From the entries that follow, report every line in which "serif" occurs.

*** Begin section ***

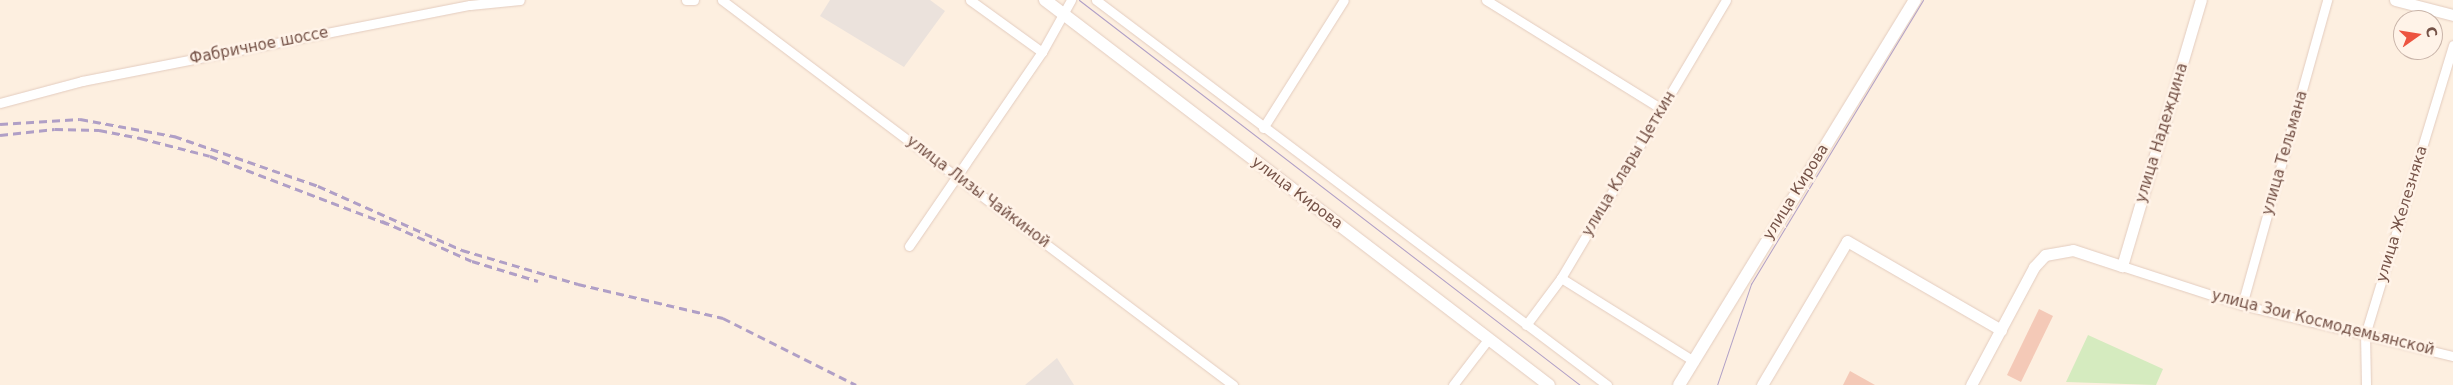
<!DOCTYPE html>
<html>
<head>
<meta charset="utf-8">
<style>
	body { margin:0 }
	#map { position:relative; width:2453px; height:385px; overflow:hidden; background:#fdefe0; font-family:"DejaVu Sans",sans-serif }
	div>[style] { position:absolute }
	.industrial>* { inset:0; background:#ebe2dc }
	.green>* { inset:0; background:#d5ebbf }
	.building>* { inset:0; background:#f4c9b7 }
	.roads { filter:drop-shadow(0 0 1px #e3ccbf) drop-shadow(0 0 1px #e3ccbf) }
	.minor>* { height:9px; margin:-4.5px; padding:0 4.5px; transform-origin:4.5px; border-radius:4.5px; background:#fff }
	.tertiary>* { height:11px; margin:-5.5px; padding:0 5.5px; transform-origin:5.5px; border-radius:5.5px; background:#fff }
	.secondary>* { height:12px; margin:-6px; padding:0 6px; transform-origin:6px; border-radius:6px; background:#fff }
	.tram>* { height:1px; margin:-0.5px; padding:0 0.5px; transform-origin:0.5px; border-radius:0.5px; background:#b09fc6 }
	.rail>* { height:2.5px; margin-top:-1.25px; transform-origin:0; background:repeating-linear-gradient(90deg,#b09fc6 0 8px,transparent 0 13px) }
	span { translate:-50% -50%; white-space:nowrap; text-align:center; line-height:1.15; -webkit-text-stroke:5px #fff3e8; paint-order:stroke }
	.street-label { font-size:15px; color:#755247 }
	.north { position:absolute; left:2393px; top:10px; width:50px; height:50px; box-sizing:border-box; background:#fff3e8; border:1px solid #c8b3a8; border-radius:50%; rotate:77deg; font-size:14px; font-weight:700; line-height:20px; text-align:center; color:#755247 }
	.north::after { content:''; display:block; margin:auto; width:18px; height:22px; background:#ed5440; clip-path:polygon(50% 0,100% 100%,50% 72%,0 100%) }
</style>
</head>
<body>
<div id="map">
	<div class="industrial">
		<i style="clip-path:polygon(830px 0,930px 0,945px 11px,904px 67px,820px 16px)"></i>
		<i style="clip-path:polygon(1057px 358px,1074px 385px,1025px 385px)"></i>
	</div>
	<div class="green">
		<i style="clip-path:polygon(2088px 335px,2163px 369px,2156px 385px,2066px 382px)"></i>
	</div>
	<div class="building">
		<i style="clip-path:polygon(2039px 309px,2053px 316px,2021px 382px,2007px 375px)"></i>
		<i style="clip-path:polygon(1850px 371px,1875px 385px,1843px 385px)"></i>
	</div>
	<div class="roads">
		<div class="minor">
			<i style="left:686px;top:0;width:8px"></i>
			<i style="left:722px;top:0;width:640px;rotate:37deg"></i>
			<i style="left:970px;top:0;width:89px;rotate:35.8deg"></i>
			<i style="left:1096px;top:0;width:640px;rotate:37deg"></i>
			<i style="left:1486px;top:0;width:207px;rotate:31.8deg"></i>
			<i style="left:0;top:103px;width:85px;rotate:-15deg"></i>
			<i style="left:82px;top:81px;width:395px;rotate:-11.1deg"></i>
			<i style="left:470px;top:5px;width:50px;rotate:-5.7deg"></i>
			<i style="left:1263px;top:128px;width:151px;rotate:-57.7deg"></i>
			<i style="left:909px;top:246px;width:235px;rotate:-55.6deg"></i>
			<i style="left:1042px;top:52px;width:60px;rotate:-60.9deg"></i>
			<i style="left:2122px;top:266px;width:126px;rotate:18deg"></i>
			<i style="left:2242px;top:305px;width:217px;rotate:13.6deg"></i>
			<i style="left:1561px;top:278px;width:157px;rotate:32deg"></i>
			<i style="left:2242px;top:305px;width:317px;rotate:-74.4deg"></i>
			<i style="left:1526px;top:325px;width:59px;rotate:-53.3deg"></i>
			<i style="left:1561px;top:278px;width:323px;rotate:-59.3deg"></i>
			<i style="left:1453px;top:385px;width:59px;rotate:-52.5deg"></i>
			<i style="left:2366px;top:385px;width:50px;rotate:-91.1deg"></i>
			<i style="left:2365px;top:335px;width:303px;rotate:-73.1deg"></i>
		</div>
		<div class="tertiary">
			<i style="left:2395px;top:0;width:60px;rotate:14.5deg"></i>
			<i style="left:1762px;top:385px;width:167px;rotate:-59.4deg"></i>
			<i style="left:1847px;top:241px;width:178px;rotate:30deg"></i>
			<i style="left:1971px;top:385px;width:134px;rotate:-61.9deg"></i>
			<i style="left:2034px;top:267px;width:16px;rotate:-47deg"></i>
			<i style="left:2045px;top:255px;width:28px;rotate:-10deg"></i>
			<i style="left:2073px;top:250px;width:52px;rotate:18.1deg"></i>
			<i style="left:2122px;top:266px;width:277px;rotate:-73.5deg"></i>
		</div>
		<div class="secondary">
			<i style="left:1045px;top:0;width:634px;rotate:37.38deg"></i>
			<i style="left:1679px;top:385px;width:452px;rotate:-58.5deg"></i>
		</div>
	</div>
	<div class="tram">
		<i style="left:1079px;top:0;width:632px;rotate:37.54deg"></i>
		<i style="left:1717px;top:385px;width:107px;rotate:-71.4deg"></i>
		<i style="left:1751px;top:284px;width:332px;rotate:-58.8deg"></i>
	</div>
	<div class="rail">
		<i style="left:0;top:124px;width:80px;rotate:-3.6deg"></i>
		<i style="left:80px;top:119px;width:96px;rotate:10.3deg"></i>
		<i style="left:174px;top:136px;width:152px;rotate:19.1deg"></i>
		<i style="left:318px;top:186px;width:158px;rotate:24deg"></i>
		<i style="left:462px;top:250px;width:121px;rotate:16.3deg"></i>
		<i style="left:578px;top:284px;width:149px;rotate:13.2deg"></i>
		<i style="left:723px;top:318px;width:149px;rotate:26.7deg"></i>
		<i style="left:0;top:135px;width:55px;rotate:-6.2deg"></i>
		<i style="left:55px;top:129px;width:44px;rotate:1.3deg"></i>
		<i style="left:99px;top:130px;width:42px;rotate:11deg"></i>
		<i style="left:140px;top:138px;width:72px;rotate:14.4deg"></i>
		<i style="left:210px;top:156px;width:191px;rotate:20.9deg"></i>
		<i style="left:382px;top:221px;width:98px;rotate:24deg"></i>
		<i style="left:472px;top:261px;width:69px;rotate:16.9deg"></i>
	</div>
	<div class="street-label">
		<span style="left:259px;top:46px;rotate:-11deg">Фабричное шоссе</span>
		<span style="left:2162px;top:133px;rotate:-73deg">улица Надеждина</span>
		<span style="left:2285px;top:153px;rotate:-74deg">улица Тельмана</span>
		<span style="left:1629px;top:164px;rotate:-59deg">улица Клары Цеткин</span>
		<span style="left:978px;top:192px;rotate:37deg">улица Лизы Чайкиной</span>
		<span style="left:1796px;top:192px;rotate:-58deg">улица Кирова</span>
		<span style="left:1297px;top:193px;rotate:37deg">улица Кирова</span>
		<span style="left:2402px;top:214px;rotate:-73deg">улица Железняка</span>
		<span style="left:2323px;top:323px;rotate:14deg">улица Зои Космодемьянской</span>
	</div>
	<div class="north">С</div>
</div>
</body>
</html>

*** End section ***
*** Begin section ***

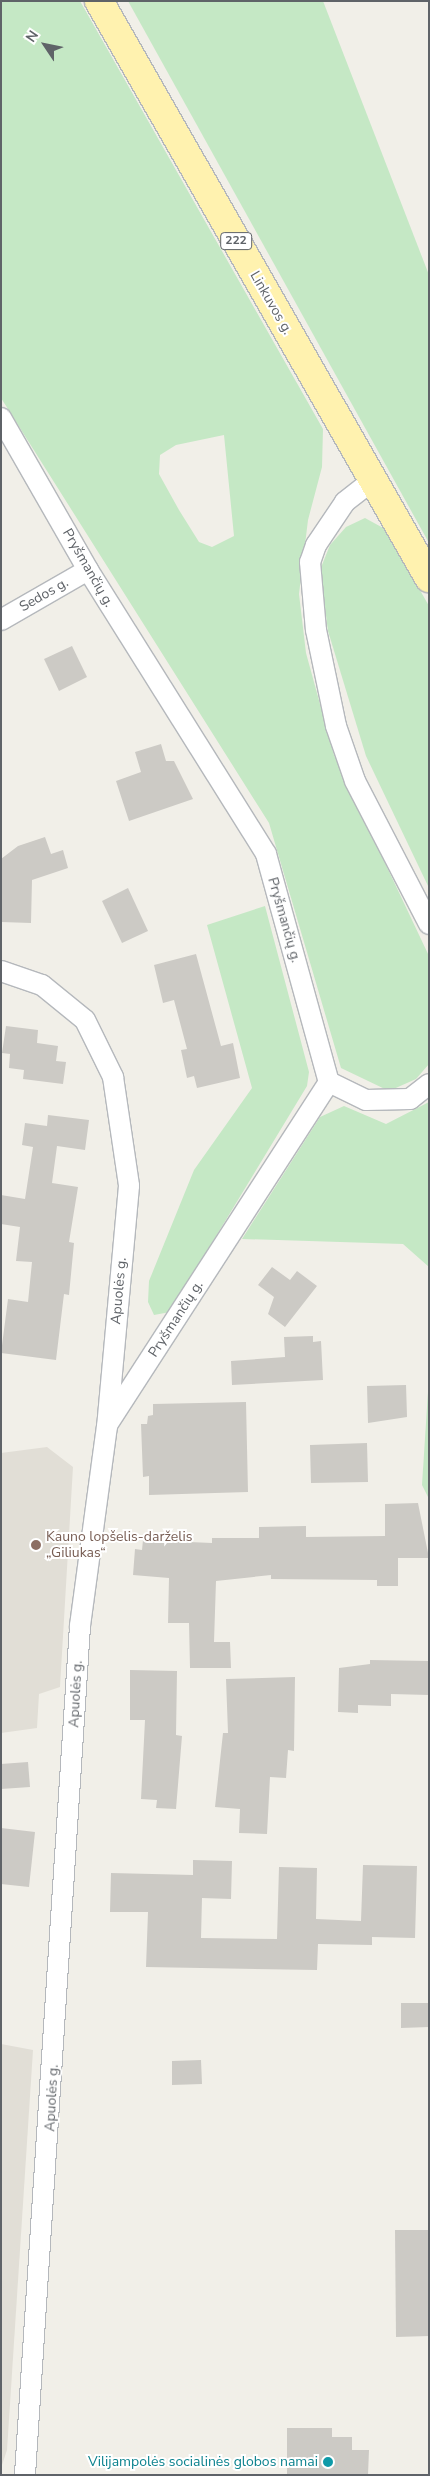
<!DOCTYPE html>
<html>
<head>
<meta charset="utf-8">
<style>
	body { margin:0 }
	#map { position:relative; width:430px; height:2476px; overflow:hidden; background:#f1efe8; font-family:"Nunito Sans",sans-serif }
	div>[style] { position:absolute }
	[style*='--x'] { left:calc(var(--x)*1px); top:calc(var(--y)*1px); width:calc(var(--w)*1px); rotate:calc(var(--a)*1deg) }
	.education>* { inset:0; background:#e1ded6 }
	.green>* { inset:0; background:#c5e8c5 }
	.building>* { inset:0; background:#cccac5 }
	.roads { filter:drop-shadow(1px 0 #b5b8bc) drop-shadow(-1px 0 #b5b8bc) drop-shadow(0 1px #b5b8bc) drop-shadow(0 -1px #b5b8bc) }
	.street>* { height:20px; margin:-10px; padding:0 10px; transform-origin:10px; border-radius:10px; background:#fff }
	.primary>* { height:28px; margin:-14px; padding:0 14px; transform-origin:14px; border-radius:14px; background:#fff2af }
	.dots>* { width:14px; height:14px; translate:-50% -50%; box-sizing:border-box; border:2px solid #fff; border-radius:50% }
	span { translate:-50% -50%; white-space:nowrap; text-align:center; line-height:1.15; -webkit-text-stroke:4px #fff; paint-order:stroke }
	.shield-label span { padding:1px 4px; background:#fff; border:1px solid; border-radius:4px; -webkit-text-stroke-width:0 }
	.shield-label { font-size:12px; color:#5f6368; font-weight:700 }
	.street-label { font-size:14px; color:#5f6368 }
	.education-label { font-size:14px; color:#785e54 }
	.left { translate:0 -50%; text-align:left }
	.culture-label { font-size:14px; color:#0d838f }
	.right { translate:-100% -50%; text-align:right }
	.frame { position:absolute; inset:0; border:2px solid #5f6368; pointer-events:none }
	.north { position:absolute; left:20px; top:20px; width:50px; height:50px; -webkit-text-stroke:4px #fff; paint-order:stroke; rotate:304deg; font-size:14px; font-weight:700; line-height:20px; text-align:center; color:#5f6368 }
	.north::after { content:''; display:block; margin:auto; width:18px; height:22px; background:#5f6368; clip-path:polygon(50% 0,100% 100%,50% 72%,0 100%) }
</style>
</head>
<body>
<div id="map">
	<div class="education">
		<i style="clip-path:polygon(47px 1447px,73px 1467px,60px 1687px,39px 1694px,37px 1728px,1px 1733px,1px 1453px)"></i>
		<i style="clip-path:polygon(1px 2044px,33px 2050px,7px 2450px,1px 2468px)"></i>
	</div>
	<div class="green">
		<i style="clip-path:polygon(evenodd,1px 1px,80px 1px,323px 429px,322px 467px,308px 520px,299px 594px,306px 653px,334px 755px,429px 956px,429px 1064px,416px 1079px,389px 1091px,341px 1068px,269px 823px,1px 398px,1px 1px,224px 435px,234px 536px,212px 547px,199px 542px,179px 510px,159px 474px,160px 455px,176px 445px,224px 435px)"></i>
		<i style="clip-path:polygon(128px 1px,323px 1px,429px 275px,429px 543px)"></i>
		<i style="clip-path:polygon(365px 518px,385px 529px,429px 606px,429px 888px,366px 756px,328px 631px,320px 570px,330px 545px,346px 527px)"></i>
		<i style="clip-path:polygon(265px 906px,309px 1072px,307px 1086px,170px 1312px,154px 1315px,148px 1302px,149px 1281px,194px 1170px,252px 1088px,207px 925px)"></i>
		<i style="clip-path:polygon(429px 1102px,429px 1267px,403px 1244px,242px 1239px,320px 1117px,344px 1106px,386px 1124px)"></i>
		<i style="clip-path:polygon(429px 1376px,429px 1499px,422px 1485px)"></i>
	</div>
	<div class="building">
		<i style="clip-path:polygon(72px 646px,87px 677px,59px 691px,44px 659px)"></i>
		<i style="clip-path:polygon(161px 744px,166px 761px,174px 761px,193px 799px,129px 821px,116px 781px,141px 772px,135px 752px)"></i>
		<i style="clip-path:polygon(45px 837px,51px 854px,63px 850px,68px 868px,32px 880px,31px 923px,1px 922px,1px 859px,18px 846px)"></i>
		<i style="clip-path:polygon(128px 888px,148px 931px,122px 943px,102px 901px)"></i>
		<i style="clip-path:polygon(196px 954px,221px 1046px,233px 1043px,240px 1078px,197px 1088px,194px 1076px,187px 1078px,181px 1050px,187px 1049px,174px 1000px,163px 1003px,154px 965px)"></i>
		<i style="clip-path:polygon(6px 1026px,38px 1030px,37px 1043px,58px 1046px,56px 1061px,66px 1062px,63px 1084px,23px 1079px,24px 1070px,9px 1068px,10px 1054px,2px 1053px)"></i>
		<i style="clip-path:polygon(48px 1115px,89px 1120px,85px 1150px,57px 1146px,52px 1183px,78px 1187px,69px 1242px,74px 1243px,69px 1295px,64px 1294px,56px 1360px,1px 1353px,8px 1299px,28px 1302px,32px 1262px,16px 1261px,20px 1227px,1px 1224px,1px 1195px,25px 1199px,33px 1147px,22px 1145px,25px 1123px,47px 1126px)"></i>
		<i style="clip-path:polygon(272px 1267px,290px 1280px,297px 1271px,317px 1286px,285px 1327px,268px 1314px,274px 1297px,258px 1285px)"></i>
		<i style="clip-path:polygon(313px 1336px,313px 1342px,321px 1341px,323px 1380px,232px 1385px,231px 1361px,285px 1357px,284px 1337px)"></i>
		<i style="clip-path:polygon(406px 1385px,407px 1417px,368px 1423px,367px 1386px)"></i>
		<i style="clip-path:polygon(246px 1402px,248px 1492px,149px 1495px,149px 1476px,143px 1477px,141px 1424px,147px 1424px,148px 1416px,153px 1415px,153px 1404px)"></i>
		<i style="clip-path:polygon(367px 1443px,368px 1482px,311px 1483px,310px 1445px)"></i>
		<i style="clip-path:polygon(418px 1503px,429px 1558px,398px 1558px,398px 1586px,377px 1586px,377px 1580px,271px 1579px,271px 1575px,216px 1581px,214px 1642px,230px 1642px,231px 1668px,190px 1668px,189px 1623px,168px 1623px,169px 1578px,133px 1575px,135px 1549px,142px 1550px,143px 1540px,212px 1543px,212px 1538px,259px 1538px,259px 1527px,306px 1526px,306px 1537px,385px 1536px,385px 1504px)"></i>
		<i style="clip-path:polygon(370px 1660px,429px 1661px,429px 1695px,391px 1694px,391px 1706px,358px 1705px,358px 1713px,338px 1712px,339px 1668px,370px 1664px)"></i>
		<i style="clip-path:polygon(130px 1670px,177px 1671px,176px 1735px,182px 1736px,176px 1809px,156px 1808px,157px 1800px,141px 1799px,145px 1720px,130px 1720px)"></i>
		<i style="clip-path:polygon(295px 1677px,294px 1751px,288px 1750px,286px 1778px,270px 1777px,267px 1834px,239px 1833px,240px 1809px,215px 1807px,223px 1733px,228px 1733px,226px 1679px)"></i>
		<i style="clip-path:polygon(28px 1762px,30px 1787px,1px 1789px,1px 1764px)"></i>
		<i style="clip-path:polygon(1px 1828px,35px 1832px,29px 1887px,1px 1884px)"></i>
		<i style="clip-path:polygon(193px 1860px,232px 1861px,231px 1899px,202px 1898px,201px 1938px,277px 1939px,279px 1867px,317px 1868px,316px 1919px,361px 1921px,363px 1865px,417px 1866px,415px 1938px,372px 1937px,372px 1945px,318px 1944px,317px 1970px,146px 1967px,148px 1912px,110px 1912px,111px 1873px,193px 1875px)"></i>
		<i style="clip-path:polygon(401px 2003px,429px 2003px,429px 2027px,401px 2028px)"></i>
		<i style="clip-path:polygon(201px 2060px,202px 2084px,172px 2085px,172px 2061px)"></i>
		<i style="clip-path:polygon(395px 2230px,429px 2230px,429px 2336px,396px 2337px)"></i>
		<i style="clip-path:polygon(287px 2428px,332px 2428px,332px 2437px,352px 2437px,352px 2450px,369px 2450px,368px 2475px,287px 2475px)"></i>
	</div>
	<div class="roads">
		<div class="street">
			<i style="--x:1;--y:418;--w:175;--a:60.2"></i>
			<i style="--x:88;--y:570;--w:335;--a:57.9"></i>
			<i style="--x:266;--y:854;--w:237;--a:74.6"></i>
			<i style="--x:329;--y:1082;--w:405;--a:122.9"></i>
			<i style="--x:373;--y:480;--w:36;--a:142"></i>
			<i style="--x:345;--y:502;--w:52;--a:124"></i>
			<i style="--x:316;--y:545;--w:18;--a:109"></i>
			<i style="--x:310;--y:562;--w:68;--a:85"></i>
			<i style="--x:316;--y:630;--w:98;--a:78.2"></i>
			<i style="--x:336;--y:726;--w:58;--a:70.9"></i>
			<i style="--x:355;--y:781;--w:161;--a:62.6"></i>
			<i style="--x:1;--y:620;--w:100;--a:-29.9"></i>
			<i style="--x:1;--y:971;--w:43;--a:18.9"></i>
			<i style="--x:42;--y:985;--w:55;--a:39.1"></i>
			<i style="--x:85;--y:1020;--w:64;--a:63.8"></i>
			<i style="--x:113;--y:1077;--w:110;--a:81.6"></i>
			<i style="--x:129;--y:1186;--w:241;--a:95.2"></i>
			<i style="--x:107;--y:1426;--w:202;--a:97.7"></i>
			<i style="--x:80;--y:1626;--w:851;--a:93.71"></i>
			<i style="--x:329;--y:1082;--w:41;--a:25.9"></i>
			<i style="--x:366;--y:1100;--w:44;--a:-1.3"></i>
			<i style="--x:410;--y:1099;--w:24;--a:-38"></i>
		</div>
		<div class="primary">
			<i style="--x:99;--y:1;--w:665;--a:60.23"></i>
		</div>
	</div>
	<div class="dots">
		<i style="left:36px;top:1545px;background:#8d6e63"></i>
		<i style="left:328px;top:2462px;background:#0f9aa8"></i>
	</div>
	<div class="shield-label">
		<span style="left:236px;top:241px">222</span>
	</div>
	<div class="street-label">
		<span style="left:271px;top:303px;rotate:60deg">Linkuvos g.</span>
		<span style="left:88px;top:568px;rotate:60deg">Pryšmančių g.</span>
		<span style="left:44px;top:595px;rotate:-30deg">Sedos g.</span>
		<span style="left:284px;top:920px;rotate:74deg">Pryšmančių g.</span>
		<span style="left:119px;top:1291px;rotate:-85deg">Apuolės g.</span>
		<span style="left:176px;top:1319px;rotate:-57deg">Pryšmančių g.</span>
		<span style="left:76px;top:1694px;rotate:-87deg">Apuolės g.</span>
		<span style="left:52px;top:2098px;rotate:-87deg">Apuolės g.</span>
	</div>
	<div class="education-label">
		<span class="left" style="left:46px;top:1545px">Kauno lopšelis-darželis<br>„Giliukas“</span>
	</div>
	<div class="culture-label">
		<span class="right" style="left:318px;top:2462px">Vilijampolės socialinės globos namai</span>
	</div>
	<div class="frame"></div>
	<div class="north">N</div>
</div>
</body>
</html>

*** End section ***

▸ Answer below:
	#map { position:relative; width:2453px; height:385px; overflow:hidden; background:#fdefe0; font-family:"DejaVu Sans",sans-serif }
	#map { position:relative; width:430px; height:2476px; overflow:hidden; background:#f1efe8; font-family:"Nunito Sans",sans-serif }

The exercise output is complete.